» **Task directions**: Search the records for "lines" and copy each line that holds it.
***** Provided entries *****
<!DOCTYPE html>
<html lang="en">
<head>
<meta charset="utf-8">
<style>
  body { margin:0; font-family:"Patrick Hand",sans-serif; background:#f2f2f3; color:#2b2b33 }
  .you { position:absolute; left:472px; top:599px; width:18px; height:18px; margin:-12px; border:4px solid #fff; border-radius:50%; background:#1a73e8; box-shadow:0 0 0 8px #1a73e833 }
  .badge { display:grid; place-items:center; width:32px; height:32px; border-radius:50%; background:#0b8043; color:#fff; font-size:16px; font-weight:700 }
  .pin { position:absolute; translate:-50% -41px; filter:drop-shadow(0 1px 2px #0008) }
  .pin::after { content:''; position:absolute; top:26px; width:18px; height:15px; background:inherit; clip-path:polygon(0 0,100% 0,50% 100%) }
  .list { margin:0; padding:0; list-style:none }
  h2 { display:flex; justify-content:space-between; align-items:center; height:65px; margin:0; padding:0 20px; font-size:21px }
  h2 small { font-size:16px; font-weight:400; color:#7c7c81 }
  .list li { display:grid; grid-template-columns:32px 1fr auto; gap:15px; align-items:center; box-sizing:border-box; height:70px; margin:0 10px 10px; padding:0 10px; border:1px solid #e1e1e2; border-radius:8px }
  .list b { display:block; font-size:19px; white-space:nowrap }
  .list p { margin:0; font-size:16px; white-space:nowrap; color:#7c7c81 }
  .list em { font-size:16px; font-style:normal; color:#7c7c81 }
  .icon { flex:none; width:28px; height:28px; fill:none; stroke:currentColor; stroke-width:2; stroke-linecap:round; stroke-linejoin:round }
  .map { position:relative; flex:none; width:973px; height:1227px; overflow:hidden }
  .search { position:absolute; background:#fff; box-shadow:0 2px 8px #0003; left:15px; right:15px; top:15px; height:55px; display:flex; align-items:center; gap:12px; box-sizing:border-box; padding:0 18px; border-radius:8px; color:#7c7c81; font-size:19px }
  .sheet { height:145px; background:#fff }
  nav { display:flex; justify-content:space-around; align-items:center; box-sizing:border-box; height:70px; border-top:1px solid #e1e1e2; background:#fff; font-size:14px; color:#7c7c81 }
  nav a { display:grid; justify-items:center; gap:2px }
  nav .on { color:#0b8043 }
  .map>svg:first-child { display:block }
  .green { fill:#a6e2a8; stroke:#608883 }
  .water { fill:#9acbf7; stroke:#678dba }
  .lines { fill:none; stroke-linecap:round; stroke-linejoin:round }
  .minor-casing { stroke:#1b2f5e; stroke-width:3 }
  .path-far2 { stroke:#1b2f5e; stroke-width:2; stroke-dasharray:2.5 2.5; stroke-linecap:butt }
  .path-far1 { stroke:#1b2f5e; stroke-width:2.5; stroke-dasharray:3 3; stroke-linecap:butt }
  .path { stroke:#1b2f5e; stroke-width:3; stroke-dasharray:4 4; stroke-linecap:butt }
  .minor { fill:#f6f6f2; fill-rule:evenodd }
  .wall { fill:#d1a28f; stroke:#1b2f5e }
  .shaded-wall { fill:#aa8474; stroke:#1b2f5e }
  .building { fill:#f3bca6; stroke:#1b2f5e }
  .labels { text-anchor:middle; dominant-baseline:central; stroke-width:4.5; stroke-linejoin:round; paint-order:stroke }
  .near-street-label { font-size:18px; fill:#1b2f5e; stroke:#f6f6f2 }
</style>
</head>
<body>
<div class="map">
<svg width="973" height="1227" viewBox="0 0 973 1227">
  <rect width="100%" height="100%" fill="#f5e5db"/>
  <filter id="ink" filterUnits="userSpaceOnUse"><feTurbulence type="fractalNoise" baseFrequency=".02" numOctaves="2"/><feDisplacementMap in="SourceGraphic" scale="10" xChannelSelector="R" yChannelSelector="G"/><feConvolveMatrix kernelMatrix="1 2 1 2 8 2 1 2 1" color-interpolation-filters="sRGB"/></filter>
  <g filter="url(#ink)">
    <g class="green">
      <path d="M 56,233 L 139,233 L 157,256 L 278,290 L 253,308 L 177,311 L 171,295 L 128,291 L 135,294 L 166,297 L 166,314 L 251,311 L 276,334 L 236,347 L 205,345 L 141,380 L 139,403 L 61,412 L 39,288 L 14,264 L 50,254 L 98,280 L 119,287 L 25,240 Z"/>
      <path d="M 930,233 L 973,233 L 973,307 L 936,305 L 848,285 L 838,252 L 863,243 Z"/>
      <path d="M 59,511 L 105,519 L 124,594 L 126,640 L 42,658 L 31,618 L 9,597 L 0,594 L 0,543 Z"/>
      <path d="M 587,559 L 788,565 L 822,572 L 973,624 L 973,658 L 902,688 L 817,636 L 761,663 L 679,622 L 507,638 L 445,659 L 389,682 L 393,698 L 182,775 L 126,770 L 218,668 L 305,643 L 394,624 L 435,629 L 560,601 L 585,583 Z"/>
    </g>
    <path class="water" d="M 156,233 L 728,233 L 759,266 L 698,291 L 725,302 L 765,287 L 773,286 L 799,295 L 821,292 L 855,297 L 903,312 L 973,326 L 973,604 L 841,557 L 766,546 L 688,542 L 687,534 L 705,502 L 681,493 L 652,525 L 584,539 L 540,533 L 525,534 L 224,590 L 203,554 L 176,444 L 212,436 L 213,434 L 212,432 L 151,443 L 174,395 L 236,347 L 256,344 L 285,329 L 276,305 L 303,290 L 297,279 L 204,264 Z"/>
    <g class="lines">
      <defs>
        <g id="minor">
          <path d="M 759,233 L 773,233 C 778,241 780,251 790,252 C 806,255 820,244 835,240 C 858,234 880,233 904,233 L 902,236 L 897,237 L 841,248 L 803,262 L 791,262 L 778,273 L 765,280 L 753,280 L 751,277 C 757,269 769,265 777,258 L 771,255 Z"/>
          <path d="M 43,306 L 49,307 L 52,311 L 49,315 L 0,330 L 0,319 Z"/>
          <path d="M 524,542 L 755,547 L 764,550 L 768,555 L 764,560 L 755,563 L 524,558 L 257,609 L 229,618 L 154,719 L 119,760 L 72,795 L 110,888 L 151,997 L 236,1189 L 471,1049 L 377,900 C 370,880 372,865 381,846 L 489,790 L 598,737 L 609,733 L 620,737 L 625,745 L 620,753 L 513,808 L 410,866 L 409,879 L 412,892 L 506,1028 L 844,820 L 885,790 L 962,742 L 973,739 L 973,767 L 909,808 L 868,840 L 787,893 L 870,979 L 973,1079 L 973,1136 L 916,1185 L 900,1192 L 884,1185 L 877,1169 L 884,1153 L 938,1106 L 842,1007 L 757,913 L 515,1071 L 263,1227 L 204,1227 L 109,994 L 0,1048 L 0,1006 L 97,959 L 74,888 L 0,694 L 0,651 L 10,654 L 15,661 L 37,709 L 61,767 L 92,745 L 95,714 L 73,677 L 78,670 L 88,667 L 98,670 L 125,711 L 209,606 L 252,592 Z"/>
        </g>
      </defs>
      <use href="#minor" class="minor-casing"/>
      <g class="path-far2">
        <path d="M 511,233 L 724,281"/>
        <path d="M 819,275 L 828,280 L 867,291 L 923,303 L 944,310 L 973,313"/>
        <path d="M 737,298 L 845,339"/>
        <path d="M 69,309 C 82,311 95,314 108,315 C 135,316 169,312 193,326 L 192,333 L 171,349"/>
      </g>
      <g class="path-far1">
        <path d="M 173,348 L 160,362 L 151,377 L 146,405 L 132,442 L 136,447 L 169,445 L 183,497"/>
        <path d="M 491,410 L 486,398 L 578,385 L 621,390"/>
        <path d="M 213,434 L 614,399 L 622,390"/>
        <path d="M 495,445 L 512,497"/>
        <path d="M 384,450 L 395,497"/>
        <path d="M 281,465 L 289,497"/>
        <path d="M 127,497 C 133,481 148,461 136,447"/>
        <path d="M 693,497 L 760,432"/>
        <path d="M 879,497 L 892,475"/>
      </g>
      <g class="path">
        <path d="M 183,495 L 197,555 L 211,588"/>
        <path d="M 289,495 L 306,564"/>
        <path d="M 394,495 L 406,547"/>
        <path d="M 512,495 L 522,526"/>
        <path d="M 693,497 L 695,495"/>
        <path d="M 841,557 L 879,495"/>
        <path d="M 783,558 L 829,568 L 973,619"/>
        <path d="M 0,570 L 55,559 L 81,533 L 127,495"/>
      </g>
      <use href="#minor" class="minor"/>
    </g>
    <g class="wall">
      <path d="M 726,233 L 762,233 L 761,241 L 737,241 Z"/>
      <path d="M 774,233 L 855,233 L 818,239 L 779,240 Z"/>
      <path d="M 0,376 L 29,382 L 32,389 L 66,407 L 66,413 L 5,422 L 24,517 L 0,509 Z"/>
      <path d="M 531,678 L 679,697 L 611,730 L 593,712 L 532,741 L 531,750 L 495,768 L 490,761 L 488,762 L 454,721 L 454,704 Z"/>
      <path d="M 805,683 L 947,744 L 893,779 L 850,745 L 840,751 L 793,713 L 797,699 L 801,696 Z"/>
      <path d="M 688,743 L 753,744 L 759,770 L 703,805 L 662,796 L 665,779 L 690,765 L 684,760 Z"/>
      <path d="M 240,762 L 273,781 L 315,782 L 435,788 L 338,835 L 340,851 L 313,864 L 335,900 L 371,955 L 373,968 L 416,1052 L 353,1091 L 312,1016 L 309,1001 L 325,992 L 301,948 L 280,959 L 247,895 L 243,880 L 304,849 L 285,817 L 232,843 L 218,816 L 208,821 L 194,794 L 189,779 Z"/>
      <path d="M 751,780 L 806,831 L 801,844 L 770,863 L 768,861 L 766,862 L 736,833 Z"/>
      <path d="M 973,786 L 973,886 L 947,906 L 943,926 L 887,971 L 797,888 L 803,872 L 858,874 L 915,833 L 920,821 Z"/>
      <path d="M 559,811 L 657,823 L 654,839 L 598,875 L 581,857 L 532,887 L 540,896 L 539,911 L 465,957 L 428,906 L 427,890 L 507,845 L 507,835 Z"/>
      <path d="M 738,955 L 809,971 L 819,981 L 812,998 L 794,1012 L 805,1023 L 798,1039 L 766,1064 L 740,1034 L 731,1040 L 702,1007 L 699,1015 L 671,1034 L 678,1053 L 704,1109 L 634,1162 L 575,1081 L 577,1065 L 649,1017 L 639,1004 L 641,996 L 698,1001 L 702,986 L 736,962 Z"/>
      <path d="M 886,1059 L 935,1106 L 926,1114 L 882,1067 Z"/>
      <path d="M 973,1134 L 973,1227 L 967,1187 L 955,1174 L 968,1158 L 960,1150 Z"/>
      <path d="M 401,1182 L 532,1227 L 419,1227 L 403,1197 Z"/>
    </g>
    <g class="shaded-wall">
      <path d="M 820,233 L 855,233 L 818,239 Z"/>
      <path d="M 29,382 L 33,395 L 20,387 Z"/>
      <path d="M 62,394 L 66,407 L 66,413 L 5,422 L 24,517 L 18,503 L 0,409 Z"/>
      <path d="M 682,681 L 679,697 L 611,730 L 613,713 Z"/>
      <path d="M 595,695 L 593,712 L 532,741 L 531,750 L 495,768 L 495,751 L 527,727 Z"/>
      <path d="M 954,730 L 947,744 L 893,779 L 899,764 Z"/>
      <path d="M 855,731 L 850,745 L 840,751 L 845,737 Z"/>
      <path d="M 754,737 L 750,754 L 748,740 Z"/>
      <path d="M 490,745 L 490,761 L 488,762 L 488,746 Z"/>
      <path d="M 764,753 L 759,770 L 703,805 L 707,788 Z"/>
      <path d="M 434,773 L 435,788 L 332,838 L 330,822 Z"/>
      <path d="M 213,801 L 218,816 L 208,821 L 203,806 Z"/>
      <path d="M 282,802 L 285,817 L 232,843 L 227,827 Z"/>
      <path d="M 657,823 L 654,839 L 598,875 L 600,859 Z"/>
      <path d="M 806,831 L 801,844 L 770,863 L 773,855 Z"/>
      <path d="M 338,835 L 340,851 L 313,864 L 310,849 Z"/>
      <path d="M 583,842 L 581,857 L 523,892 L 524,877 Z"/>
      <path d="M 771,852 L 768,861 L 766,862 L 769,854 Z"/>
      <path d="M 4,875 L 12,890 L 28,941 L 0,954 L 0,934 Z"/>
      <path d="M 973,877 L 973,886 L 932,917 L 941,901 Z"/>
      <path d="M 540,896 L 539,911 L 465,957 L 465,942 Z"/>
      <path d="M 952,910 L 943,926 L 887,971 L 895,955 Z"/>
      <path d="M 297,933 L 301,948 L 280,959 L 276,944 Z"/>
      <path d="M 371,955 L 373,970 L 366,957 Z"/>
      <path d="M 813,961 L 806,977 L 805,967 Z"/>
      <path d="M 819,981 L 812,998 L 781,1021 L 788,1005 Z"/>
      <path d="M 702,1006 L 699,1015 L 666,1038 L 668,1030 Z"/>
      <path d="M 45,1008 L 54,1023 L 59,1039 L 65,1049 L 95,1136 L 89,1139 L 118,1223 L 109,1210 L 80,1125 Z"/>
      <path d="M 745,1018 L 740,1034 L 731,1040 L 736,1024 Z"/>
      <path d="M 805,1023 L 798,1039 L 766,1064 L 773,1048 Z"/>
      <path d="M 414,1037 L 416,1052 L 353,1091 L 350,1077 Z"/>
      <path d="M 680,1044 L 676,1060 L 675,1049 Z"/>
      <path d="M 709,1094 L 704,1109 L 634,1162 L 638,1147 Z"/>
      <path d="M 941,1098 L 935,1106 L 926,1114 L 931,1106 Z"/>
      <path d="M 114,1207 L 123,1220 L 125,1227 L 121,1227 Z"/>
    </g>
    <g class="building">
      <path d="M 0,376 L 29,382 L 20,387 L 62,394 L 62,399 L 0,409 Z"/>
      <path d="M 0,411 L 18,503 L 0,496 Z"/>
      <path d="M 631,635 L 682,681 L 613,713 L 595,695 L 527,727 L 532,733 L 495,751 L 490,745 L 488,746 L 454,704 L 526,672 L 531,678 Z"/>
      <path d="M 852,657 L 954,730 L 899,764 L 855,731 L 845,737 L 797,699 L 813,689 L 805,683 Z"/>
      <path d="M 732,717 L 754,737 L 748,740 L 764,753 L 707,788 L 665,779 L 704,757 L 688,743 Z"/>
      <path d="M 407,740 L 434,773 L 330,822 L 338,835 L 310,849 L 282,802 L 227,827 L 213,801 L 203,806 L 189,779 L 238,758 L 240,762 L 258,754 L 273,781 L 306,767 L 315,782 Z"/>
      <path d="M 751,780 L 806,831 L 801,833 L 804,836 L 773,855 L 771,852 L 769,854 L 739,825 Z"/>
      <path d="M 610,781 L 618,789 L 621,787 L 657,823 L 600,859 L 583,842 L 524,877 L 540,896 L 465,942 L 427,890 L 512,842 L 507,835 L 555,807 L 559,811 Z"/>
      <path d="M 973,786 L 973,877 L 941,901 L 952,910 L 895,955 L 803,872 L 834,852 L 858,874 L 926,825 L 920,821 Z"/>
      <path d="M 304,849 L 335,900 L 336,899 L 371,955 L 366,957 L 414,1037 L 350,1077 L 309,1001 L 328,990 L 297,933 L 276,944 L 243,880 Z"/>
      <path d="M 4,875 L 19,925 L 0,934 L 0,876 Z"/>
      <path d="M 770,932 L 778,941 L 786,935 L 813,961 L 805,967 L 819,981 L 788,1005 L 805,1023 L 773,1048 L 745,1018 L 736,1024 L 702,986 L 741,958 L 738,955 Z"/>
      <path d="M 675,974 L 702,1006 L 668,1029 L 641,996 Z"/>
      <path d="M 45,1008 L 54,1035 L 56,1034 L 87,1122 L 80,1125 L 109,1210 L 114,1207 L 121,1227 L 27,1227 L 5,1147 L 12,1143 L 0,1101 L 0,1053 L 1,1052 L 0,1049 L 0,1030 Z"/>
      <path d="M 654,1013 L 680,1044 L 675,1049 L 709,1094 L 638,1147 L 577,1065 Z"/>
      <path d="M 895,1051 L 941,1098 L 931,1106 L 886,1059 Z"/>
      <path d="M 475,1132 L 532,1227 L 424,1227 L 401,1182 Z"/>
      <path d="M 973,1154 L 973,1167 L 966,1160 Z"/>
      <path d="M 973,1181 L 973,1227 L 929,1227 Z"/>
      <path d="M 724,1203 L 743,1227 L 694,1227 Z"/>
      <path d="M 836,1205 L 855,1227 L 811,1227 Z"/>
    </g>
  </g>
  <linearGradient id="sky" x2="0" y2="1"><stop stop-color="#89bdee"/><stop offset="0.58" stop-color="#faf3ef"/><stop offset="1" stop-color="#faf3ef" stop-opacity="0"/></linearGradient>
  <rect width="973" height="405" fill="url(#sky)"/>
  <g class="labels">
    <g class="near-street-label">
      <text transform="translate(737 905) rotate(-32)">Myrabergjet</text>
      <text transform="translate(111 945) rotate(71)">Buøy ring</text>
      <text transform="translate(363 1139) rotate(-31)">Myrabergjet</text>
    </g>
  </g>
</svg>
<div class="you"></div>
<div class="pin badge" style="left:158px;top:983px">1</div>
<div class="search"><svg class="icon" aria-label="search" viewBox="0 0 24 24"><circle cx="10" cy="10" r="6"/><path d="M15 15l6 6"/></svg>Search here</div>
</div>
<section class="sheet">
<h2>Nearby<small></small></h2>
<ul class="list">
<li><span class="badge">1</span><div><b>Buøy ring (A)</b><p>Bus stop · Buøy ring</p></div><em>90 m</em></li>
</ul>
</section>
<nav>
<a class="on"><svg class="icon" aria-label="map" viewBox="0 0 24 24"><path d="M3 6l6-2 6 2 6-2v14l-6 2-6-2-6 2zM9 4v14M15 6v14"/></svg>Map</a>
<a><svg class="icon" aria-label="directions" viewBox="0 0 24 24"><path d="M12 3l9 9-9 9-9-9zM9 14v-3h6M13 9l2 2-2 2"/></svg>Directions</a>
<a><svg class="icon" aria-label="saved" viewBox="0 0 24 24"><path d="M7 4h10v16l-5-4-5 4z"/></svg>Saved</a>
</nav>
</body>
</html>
*****
» **Response box**:
  .lines { fill:none; stroke-linecap:round; stroke-linejoin:round }
    <g class="lines">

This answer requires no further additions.